» WORK ORDER: Could you return each entry below exactly as written, minus any pictures?

» GIVEN RECORDS:
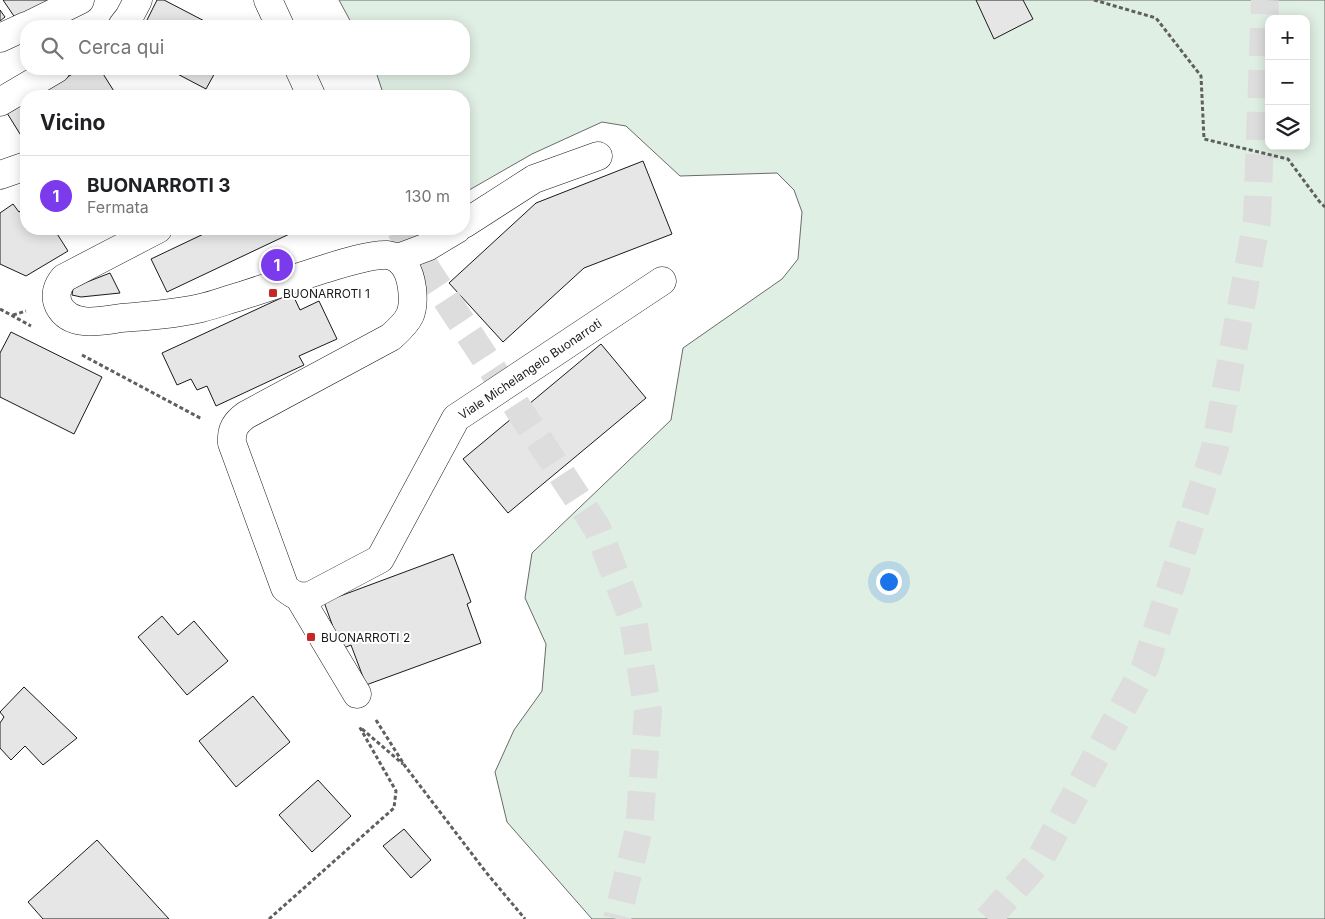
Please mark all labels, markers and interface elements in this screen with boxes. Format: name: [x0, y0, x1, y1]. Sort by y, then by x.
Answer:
map controls: [1265, 15, 1310, 150]
button: +: [1265, 15, 1310, 60]
search box: [20, 20, 470, 75]
icon: search: [38, 34, 66, 62]
text: Cerca qui: [78, 36, 164, 59]
button: −: [1265, 60, 1310, 105]
button: layers: [1265, 105, 1310, 150]
text: Vicino: [40, 110, 105, 135]
text: BUONARROTI 3: [87, 174, 231, 197]
text: 1: [53, 186, 59, 206]
text: 130 m: [405, 186, 450, 206]
text: Fermata: [87, 197, 149, 217]
pin: 1: [261, 246, 293, 284]
place label: BUONARROTI 1: [283, 286, 370, 301]
marker: BUONARROTI 1: [267, 287, 279, 299]
street label: Viale Michelangelo Buonarroti: [456, 315, 605, 423]
your location: [876, 569, 902, 595]
place label: BUONARROTI 2: [321, 630, 410, 645]
marker: BUONARROTI 2: [305, 631, 317, 643]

» EXERCISE OUTPUT:
Please mark all labels, markers and interface elements in this screen with boxes. Format: name: [x0, y0, x1, y1]. Sort by y, then by x.
Answer:
map controls: [1265, 15, 1310, 150]
button: +: [1265, 15, 1310, 60]
search box: [20, 20, 470, 75]
icon: search: [38, 34, 66, 62]
text: Cerca qui: [78, 36, 164, 59]
button: −: [1265, 60, 1310, 105]
button: layers: [1265, 105, 1310, 150]
text: Vicino: [40, 110, 105, 135]
text: BUONARROTI 3: [87, 174, 231, 197]
text: 1: [53, 186, 59, 206]
text: 130 m: [405, 186, 450, 206]
text: Fermata: [87, 197, 149, 217]
pin: 1: [261, 246, 293, 284]
place label: BUONARROTI 1: [283, 286, 370, 301]
marker: BUONARROTI 1: [267, 287, 279, 299]
street label: Viale Michelangelo Buonarroti: [456, 315, 605, 423]
your location: [876, 569, 902, 595]
place label: BUONARROTI 2: [321, 630, 410, 645]
marker: BUONARROTI 2: [305, 631, 317, 643]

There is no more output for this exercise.